Dirichlet-Multinomial (D-M) likelihood proposed by Thorson et al. (just added to https://github.com/cgrandin/hake-assessment/blob/master/doc/all.bib as "ThorsonEtAl2017Dirichlet" and uploaded to Google Drive "papers" folder) is worth considering over status-quo multinomial likelihood.

The key advantage is that data-weighting is done automatically via an estimated parameter, rather than via manual iteration as in the McAllister-Ianelli approach. Having automated data-weighting means that as you explore sensitivities and retrospectives, each model is automatically tuned rather than potentially out of balance. This is probably most important when exploring alternative setups for time-varying selectivity.

The D-M option is available in SS version 3.30, but the r4ss output needs improvement to apply it. I'm working this morning on addressing this this morning (see https://github.com/r4ss/r4ss/issues/129) (though I need to take a break from now until about 10am).

iantaylor-NOAA commented 6 years ago

Finally made progress on r4ss changes required to use this option.

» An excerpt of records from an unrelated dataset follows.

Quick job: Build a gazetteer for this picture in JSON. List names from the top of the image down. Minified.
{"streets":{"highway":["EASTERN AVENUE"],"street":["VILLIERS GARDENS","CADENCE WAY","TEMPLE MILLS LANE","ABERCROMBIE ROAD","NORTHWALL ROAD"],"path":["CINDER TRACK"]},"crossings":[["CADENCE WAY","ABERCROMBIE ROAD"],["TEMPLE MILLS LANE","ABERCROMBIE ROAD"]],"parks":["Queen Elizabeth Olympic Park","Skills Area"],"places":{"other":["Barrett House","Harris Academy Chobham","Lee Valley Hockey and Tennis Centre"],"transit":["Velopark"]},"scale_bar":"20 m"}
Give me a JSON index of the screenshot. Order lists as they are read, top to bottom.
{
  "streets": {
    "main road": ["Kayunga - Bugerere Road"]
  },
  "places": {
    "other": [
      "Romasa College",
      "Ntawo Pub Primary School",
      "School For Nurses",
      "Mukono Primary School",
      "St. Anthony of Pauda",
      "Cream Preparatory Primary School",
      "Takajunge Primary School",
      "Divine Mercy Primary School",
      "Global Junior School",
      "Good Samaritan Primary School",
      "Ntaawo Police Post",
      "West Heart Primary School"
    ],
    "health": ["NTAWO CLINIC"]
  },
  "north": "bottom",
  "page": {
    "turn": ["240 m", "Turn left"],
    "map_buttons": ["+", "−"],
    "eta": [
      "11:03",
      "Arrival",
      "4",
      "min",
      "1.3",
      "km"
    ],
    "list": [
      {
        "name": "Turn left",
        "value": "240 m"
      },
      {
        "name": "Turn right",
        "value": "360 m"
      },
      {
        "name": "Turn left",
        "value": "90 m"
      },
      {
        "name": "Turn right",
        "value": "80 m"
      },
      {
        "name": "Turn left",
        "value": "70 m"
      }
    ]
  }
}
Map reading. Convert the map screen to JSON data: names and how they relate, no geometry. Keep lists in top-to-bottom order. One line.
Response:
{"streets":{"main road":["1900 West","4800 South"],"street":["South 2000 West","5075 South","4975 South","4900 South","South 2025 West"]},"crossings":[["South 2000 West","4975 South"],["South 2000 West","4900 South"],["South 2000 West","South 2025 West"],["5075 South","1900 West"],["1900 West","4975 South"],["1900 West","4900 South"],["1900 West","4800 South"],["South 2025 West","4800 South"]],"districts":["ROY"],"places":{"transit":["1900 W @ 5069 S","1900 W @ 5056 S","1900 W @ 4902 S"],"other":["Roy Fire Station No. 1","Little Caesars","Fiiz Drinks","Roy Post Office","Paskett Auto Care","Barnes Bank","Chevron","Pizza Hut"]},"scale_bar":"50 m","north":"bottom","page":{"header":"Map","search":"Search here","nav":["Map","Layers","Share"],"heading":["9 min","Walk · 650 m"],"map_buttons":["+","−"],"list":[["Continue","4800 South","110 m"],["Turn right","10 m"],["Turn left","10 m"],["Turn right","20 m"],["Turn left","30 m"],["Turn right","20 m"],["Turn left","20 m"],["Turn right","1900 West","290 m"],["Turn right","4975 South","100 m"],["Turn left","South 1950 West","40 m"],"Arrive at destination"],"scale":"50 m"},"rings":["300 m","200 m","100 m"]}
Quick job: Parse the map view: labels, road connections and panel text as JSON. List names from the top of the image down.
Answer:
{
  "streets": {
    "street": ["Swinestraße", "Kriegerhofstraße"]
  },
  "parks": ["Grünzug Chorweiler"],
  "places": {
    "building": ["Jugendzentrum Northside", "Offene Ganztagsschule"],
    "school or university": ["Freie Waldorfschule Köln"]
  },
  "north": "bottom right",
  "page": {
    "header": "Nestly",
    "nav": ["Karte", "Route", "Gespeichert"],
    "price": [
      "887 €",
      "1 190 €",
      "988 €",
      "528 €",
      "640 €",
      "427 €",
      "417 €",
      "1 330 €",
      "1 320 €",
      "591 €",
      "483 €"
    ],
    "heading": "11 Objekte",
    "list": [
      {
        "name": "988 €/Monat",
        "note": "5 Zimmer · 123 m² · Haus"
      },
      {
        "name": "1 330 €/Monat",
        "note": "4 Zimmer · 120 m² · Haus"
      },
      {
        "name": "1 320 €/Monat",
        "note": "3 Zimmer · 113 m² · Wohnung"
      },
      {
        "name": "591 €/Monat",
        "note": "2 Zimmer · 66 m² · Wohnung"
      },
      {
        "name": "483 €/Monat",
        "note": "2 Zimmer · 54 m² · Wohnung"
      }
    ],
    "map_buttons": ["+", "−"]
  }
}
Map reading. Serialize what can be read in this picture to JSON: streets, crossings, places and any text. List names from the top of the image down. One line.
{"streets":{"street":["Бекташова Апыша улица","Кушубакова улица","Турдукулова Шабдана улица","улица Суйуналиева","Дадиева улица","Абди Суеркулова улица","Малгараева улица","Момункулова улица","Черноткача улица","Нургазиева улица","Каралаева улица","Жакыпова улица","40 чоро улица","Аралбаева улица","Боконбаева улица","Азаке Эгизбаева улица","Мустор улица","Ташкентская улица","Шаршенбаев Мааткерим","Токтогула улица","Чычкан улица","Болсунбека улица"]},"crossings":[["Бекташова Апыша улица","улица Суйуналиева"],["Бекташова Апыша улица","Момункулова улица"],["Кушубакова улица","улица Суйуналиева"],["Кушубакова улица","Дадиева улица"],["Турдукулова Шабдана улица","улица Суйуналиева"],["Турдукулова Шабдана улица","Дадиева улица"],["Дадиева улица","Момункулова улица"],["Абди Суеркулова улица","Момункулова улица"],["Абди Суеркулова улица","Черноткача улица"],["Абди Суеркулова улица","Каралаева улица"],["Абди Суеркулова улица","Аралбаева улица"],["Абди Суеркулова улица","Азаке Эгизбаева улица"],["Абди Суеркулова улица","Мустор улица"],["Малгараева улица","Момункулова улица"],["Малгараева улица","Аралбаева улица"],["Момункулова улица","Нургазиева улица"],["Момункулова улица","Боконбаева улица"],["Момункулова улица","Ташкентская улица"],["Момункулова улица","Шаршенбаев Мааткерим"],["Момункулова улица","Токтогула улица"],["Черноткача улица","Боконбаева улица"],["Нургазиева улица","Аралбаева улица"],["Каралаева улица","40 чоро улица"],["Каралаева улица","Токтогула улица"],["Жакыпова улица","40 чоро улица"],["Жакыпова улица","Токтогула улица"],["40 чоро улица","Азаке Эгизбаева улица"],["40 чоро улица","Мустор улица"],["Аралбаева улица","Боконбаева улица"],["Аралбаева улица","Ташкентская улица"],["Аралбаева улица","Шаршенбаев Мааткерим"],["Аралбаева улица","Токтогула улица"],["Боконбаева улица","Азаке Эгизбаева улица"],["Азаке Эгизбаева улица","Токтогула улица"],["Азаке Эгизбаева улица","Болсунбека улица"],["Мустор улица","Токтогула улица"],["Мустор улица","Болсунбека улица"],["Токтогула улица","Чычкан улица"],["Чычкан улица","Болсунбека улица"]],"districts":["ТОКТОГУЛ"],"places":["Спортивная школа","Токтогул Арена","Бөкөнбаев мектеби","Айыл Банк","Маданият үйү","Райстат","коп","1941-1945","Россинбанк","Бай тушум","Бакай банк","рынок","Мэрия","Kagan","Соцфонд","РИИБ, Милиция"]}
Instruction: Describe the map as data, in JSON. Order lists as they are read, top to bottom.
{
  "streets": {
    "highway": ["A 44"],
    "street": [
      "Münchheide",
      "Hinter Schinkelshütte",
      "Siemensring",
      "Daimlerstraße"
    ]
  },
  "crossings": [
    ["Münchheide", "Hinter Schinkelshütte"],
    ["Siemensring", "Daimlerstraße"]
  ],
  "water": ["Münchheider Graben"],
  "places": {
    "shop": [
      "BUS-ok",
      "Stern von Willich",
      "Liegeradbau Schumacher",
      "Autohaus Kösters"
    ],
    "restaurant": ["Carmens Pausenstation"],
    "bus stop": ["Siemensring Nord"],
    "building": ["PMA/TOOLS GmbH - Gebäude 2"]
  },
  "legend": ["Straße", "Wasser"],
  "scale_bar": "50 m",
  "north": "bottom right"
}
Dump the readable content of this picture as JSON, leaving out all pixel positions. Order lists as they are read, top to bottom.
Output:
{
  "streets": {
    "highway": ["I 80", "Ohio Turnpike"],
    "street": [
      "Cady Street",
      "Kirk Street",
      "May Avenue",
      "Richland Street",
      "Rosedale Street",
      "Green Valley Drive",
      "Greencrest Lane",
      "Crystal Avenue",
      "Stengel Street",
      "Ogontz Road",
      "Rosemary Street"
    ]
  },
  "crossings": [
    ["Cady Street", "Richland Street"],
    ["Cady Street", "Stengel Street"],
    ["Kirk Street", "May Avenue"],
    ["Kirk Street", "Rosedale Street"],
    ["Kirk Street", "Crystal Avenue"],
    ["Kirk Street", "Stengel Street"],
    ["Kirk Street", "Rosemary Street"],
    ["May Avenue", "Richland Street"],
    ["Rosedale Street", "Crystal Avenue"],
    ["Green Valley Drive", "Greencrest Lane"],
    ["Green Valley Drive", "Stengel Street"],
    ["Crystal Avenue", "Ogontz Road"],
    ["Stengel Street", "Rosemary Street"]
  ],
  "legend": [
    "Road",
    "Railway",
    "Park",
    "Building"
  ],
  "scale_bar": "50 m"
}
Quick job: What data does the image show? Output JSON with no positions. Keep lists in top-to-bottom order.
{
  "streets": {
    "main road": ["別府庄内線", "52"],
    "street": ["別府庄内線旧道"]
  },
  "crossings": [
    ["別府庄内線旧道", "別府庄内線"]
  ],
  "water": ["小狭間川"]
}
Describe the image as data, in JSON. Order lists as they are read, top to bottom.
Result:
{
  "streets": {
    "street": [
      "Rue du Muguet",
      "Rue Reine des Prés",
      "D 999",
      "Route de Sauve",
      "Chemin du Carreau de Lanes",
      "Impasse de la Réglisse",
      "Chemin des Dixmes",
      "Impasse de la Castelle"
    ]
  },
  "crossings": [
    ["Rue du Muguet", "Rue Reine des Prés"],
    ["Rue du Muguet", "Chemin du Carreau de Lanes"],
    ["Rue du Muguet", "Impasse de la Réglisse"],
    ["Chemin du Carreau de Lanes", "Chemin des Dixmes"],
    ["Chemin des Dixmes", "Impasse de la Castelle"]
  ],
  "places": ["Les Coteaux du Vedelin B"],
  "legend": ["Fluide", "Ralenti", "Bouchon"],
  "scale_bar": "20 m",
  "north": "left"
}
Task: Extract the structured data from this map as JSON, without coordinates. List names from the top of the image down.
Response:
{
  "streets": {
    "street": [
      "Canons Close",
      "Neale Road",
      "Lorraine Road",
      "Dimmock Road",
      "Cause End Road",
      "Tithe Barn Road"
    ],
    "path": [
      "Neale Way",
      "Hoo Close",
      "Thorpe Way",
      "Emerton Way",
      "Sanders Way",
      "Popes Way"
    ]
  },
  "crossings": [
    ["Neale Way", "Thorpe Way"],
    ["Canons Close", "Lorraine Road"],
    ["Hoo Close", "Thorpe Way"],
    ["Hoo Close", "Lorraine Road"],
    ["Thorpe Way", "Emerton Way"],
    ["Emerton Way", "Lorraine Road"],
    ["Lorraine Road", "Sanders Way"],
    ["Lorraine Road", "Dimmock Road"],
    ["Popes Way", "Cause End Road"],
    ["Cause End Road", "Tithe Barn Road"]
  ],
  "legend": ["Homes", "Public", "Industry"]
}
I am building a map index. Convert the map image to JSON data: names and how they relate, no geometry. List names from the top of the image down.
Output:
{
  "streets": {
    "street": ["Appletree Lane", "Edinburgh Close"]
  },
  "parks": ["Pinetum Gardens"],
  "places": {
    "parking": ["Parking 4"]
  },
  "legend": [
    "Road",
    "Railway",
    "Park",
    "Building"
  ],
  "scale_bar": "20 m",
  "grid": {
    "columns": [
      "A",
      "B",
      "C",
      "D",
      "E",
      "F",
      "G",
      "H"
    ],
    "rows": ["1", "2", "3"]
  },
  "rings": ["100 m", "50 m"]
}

See https://github.com/r4ss/r4ss/issues/129#issuecomment-358468468 for details. The changes don't yet work for length comps, but should cover our needs for the hake model adequately to support exploring this alternative likelihood that saves on the model tuning step.

andrew-edwards commented 6 years ago

Great. I got partway through reading the paper on Tuesday, and it seems worthwhile including. The automated data weighting makes more sense than manually, given it's now available.

iantaylor-NOAA commented 6 years ago

I just uploaded to Google Drive model 2018.19.15_compWeight_DirMult which uses the Dirichlet-Multinomial likelihood.

Thoughts on the model The weights given to the fishery and survey age comps, are about 0.45 and 0.91, respectively, which are higher than the 0.15 and 0.44 values applied to those fleets under the status-quo McAllister-Ianelli tuning method. Increasing the weighting of the age comps didn't reduce the weight given to the survey biomass (there was little change in the "Q_extraSD_Acoustic_Survey(2)" parameter, but the relative weight of the age data compared to the survey index is a bit higher, and the weight given to the fishery ages is slightly higher relative to the survey ages. Overall the resulting model is pretty similar to model 2018.19 with the recruit devs spread out just a little bit and the early years and initial equilibrium are shifted a bit downward (since the years are only informed by the fishery ages that get slightly more weight).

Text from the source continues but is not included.